Sur le fond, par ailleurs, la délégation algérienne a également fait de la résistance par rapport à la définition à donner à l'expression "autodétermination". Pour le Maroc, et cela Nasser Bourita l'avait très bien expliqué le 1er novembre 2025, au lendemain de l'adoption de la résolution 2797, sur la chaîne 2M, on peut s'autodéterminer via des organes législatifs, exécutif et judiciaire dotés de compétences exclusives, tels ceux que met justement en avant le plan marocain.
Mais l'Algérie ne l'entend pas exactement de la même oreille,... du moins, cela avait été le cas jusqu'à cette "Conférence de Madrid", où "la pression américaine a (...) penché en faveur de la position marocaine", nous indique-t-on.
"La réunion a été plus difficile que prévu.
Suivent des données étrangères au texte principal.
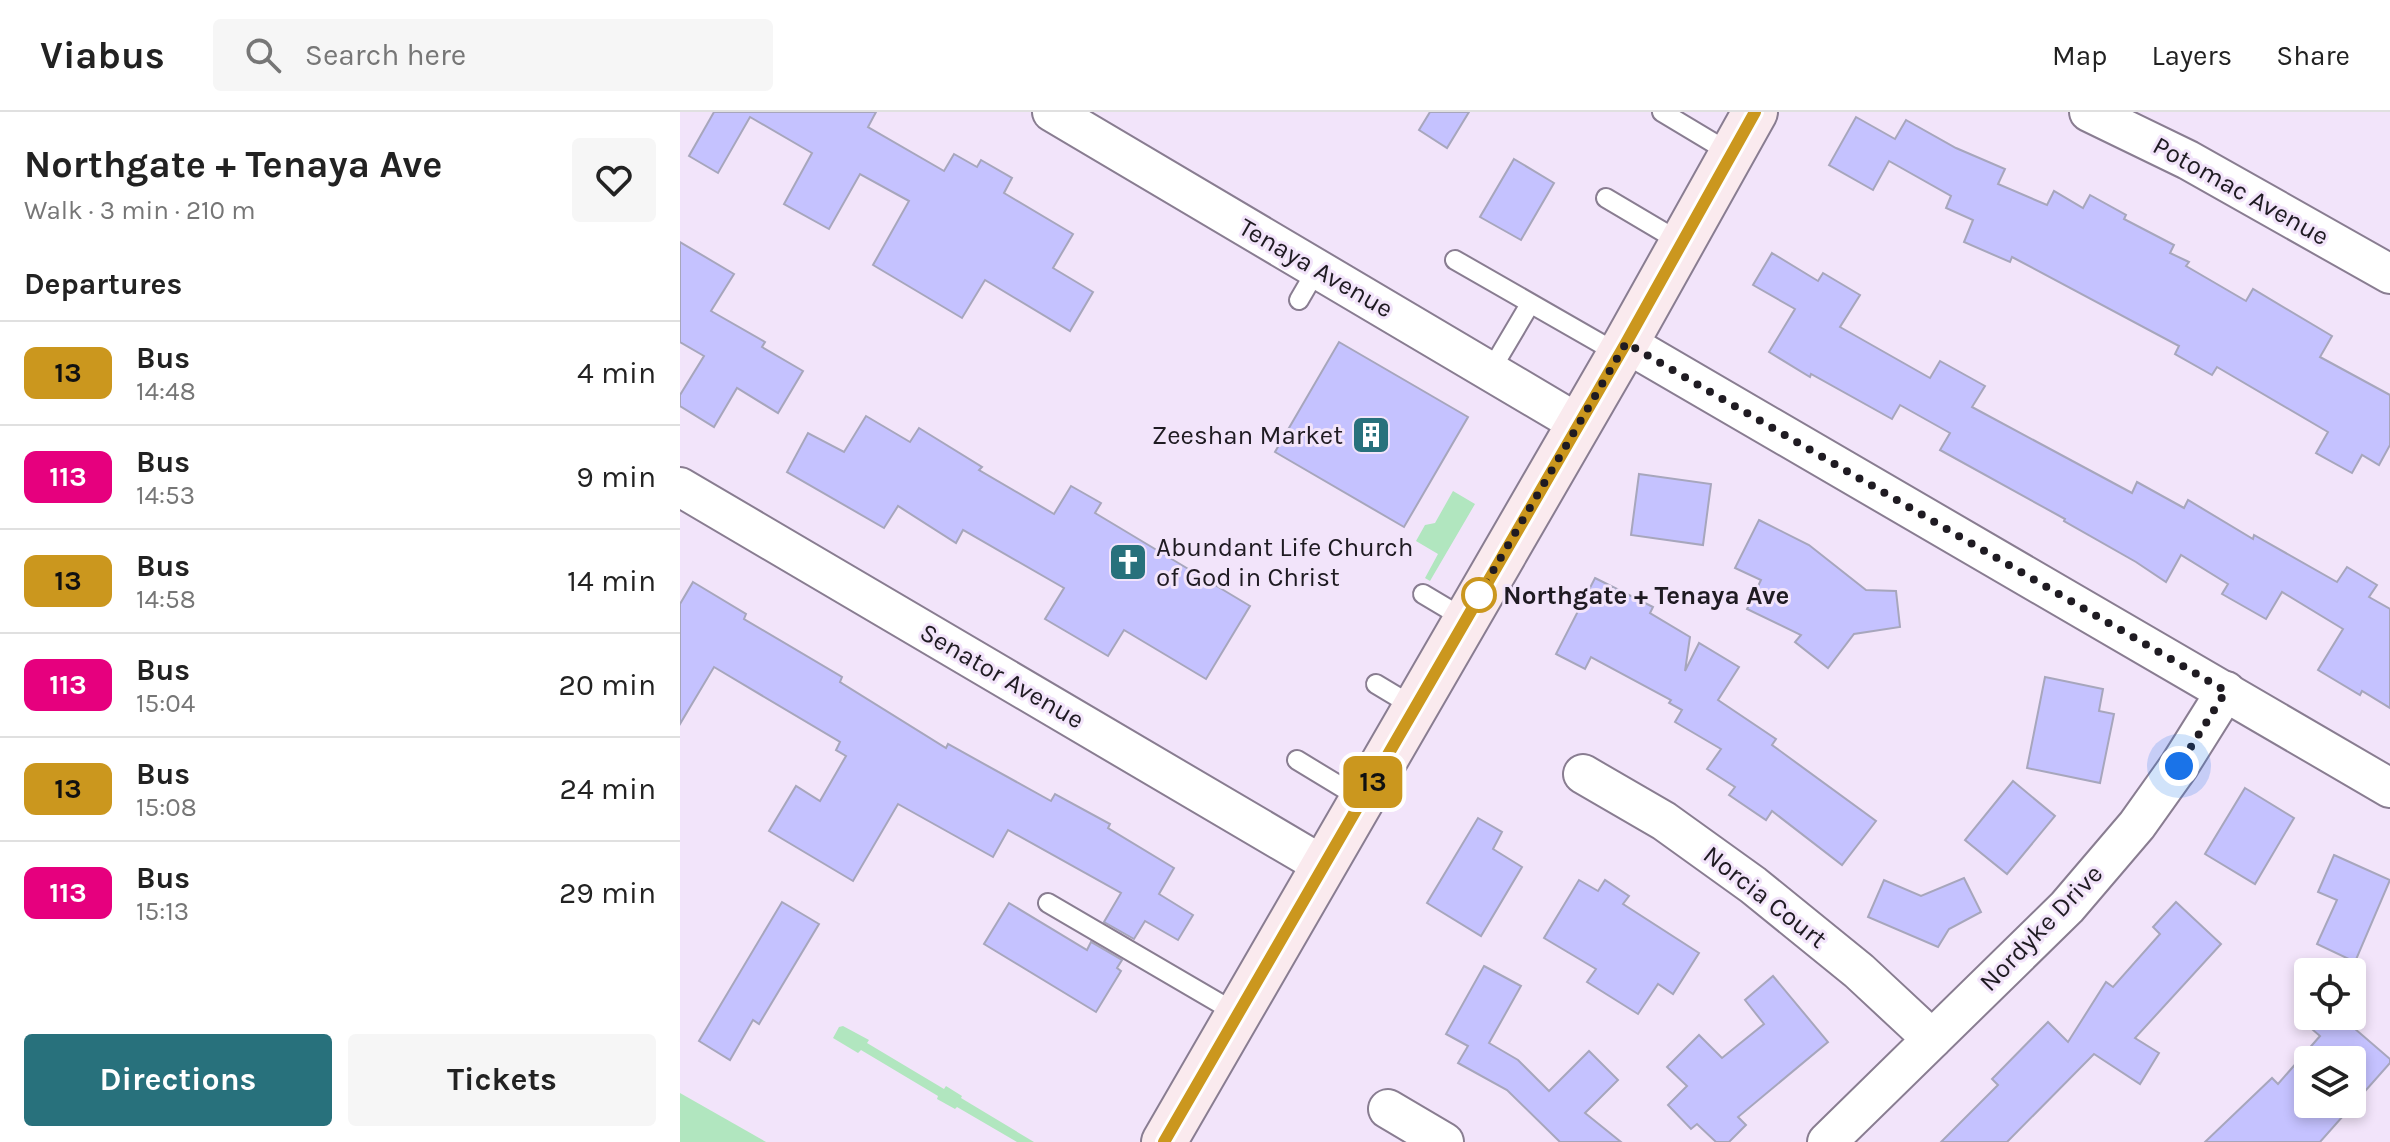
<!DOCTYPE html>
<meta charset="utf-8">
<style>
:root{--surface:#fff;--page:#f6f6f6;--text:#222;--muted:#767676;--line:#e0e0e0;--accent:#28717c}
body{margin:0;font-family:Karla,sans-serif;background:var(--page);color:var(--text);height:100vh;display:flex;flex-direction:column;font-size:30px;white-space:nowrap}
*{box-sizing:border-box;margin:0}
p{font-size:26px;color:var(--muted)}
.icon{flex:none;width:44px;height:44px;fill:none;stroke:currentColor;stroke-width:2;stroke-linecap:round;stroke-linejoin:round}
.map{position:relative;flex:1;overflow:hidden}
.drawer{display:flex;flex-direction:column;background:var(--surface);width:680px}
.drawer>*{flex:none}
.badge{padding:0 16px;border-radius:12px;font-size:28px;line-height:52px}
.fabs{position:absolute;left:1614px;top:846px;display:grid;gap:16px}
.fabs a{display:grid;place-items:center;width:72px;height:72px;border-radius:8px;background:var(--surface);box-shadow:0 4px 12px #0003;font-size:40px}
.you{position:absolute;width:40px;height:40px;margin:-20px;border:6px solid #fff;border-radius:50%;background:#1a73e8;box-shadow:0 0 0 12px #1a73e833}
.map>.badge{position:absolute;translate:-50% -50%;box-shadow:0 0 0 4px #fff}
h2{padding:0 24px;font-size:30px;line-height:72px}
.round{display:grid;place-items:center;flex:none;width:84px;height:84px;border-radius:8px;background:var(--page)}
.headline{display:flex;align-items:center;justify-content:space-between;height:136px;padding:0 24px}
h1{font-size:38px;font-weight:700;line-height:60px}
.button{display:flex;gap:16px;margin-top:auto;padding:16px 24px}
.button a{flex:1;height:92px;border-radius:8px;background:var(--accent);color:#fff;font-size:32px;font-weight:700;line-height:92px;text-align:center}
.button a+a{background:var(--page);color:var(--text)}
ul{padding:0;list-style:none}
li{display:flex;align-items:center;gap:24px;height:104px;padding:0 24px;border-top:2px solid var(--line)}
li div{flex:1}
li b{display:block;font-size:30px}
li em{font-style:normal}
li .badge{min-width:88px;font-weight:700;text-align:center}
header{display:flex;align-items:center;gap:48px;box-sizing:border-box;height:112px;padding:0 40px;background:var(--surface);border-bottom:2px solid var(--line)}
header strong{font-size:38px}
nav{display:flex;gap:44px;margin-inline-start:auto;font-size:28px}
.search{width:560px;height:72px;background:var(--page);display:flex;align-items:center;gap:20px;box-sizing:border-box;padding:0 28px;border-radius:8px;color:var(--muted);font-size:30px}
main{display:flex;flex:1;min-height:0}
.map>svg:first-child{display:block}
.green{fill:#b1e6bf}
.building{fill:#c5c2ff;stroke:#a7a6bc;stroke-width:2;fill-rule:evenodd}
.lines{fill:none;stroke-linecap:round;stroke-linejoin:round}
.service-casing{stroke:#897d91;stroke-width:22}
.minor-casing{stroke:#897d91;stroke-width:42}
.secondary-casing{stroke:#897d91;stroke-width:48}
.service{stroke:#fff;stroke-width:18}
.minor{stroke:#fff;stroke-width:38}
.secondary{stroke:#faeaee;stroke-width:44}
.line-casing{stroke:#fff;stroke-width:18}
.line{stroke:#cb971e;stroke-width:12}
.walk{stroke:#1f1b22;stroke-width:8;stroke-dasharray:0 14.4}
.stop-dot{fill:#fff;stroke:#cb971e;stroke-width:4}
.labels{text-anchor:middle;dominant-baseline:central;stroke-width:6;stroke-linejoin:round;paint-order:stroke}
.street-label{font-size:26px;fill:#1f1b22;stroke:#f2e4fa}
.poi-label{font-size:26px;fill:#1f1b22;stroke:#f2e4fa;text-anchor:end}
.stop-label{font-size:26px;font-weight:bold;fill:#1f1b22;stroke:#f2e4fa;text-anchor:start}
</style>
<header>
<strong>Viabus</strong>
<div class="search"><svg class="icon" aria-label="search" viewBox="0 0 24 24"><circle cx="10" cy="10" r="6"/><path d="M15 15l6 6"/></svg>Search here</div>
<nav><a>Map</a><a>Layers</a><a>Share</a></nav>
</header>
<main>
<section class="drawer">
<div class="headline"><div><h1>Northgate + Tenaya Ave</h1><p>Walk · 3 min · 210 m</p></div><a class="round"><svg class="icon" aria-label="heart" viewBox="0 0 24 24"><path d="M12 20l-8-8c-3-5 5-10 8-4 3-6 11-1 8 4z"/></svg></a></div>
<h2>Departures</h2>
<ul>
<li><span class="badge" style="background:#cb971e;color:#111">13</span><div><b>Bus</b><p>14:48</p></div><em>4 min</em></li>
<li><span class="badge" style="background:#e6007e;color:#fff">113</span><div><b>Bus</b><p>14:53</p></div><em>9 min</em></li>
<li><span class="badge" style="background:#cb971e;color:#111">13</span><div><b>Bus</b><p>14:58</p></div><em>14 min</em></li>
<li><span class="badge" style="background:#e6007e;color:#fff">113</span><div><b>Bus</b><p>15:04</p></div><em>20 min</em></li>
<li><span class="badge" style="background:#cb971e;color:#111">13</span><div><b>Bus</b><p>15:08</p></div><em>24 min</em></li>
<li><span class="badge" style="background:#e6007e;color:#fff">113</span><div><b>Bus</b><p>15:13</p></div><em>29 min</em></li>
</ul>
<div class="button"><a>Directions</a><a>Tickets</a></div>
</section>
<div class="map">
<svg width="1710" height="1030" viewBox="0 0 1710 1030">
<rect width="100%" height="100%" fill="#f2e4fa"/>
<g class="green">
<polygon points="773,379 795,392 750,469 745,466 758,442 736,429 745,413 755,411"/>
<polygon points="163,914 189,928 187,931 264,977 266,974 282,984 281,986 354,1030 337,1030 277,995 275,997 257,987 258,984 181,938 178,941 153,926 159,915"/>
<polygon points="0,981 86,1030 0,1030"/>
</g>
<g class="building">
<polygon points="34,0 196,0 188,15 264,59 274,42 297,55 301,48 332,66 324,81 393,122 373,156 413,180 390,219 305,168 282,206 193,153 229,89 180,62 149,117 104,92 132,41 70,5 38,61 9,44"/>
<polygon points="750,0 789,0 767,36 739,18"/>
<polygon points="1176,5 1215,27 1226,8 1276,36 1325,57 1318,72 1367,93 1374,79 1403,96 1410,83 1446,103 1444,107 1494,133 1490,141 1509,150 1506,154 1566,189 1573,177 1652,224 1640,245 1710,283 1710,333 1699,353 1682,343 1672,361 1636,341 1648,320 1537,255 1532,263 1495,242 1499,234 1332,145 1330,150 1284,130 1293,108 1266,96 1271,84 1209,49 1193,78 1149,53"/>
<polygon points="834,47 874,71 841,128 800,105"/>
<polygon points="0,130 54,162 31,199 85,230 82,235 123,259 98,301 57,276 34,315 0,294 0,283 24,244 0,230"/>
<polygon points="1092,141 1138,169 1143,161 1180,183 1160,215 1250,266 1260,249 1305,274 1292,295 1452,381 1457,370 1504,396 1508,388 1573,427 1574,423 1657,470 1667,455 1697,473 1689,485 1710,497 1710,596 1682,579 1680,583 1638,558 1663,517 1602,480 1586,507 1542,482 1548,472 1501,443 1486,470 1456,450 1384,409 1385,407 1260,338 1270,321 1220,293 1212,307 1131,262 1130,265 1089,240 1115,197 1073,173"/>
<polygon points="659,230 788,305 724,415 595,340"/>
<polygon points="186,304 230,330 239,316 302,355 299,358 374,402 391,374 421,391 415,401 570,494 526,567 444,518 428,544 365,507 384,476 283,418 276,431 218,394 204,416 107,360 128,321 164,340"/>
<polygon points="959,362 1031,372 1023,433 951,423"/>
<polygon points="1079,408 1129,433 1186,478 1216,479 1220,515 1174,522 1148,556 1115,530 1121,523 1067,497 1081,468 1055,456"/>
<polygon points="915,466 973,495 970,501 1010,525 1005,559 1019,531 1059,555 1038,588 1096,627 1092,633 1196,709 1162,753 1092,699 1086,708 1049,683 1055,675 1027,657 1041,637 995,610 1002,598 989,591 991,588 911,545 905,557 876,542"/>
<polygon points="13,470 66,502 64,507 162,565 160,570 266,636 268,632 371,689 375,682 430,712 428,716 494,756 479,782 513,803 498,828 465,809 454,827 424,810 441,781 328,718 313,745 218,692 173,769 89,719 116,674 140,689 166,644 156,638 160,630 34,555 0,612 0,492"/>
<polygon points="1365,565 1423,577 1419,599 1434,602 1420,671 1347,656"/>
<polygon points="1333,669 1375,704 1327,762 1285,728"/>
<polygon points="1565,676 1614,706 1575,772 1525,742"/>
<polygon points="798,706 822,720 813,737 842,755 801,824 747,791"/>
<polygon points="1654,743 1710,768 1675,850 1637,832 1657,788 1638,780"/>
<polygon points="1284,766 1301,800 1269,817 1258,835 1188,805 1204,768 1241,784"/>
<polygon points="899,768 918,779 925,768 949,784 943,792 1019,841 993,882 978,872 958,902 907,870 916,857 864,826"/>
<polygon points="102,790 139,812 79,912 73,908 50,948 19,929"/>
<polygon points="1496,790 1541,832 1455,926 1479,941 1460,972 1414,942 1327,1030 1261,1030 1318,973 1312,967 1368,910 1388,930 1426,870 1433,875 1480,822 1473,815"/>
<polygon points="329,791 407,838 411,830 442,848 437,856 441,859 416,900 304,832"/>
<polygon points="804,854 841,874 809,931 838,948 869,979 909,939 938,968 905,1001 941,1030 880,1030 827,978 778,951 788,934 766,922"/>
<polygon points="1093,864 1148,930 1058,1005 1066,1013 1049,1030 1036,1030 1017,1012 1011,1017 988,993 1007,974 987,955 1019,923 1042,946 1084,912 1065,888"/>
<path d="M1617 904H1660L1710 947V951L1640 1030H1525L1592 966 1598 972 1640 924ZM1628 948H1672V992H1628Z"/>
</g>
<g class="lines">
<defs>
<g id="service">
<polyline points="982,0 1052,42"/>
<polyline points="926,86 1002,131"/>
<polyline points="775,148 939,242"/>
<polyline points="619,188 637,157"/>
<polyline points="811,258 850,192"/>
<polyline points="743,482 785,507"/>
<polyline points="696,572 736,596"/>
<polyline points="617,648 683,688"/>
<polyline points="368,791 558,902"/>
</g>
<g id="minor">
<polyline points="372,0 899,312"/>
<polyline points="1409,0 1508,48 1710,162"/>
<polyline points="946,231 1710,676"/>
<polyline points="0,375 644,754"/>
<polyline points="903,662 984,709 1073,773 1179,859 1252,927"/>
<polyline points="708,997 764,1030"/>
<polyline points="1147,1030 1387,795 1457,713 1499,654 1546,579"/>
</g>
<polyline id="secondary" points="484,1030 946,231 1075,0"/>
</defs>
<use href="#service" class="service-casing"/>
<use href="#minor" class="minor-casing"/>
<use href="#secondary" class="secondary-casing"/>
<use href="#service" class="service"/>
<use href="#minor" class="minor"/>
<use href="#secondary" class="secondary"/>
</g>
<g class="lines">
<defs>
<polyline id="line" points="484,1030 946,231 1075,0"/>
</defs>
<use href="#line" class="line-casing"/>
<use href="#line" class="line"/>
<polyline class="walk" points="799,483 946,231 1546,579 1499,654"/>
</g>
<defs>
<symbol id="building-square" viewBox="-11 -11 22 22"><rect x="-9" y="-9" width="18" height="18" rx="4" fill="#28717c" stroke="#f2e4fa"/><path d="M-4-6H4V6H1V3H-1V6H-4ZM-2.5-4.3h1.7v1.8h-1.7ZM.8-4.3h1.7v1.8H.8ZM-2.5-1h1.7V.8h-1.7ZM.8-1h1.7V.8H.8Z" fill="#fff"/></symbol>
<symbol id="church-square" viewBox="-11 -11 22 22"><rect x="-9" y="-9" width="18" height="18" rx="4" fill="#28717c" stroke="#f2e4fa"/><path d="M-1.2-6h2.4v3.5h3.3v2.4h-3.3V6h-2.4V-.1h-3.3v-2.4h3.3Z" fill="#fff"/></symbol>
</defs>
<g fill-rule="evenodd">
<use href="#building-square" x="669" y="301" width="44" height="44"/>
<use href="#church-square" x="426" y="428" width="44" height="44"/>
</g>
<circle class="stop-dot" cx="799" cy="483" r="16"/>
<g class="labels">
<g class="street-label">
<text transform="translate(1561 79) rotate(29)">Potomac Avenue</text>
<text transform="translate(636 156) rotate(30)">Tenaya Avenue</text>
<text transform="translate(322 564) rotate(30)">Senator Avenue</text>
<text transform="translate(1085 785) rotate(38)">Norcia Court</text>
<text transform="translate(1361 816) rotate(-46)">Nordyke Drive</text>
</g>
<g class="poi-label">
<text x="663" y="323">Zeeshan Market</text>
<text x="476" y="435" text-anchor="start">Abundant Life Church<tspan x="476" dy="30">of God in Christ</tspan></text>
</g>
<g class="stop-label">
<text x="823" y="483">Northgate + Tenaya Ave</text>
</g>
</g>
</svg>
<div class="fabs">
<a><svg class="icon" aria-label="locate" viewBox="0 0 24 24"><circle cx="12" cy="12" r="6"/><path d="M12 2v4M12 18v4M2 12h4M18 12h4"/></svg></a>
<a><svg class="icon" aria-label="layers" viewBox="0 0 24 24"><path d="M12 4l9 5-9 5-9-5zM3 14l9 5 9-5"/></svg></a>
</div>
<div class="you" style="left:1499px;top:654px"></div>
<b class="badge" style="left:693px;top:670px;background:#cb971e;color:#111">13</b>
</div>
</main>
Le Maroc se montre serein quant à l’évolution des discussions techniques, tandis que l’Algérie fait face à la plus forte pression diplomatique de son histoire dans la gestion de ce dossier", résume-t-on.
Quoi qu'il en soit, il faut dire que la seule présence de Attaf à Madrid constitue, en soi, un désaveu énorme pour l'Algérie, dans la mesure où depuis octobre 2021, elle refusait de prendre part à toute discussion diplomatique relative au Sahara au prétexte d'une soi-disant "instrumentalisation éhontée par la partie marocaine de la participation de l’Algérie aux précédentes tables rondes pour présenter fallacieusement notre pays comme étant partie à un conflit”, avait alors justifié l'envoyé spécial algérien chargé du Sahara et du Maghreb”, Amar Belani.
Alger n'a d'ailleurs pas communiqué outre-mesure sur le déplacement de son chef de la diplomatie sur la péninsule ibérique, dont elle semble vouloir faire une affaire strictement bilatérale, à la lumière des entretiens que Attaf et le ministre des Affaires étrangères espagnol, José Manuel Albares, ont eus à la veille de la rencontre à l'ambassade américaine.
عقد وزير الدولة، وزير الشؤون الخارجية والجالية الوطنية بالخارج والشؤون الإفريقية، السيد @AhmedAttaf_Dz اليوم بالعاصمة الإسبانية مدريد، جلسة عمل مع نظيره الإسباني @SpainMFA ، السيد @jmalbares
🇩🇿 🇪🇸 pic.twitter.com/aaAZz0FC42
— وزارة الشؤون الخارجية| MFA-Algeria (@Algeria_MFA) February 7, 2026
Selon des informations publiques, Albares devrait également recevoir Bourita ce lundi 9 février 2026 à 18h au siège de son département à Madrid, consécutivement à des échanges, également programmés, avec de Mistura.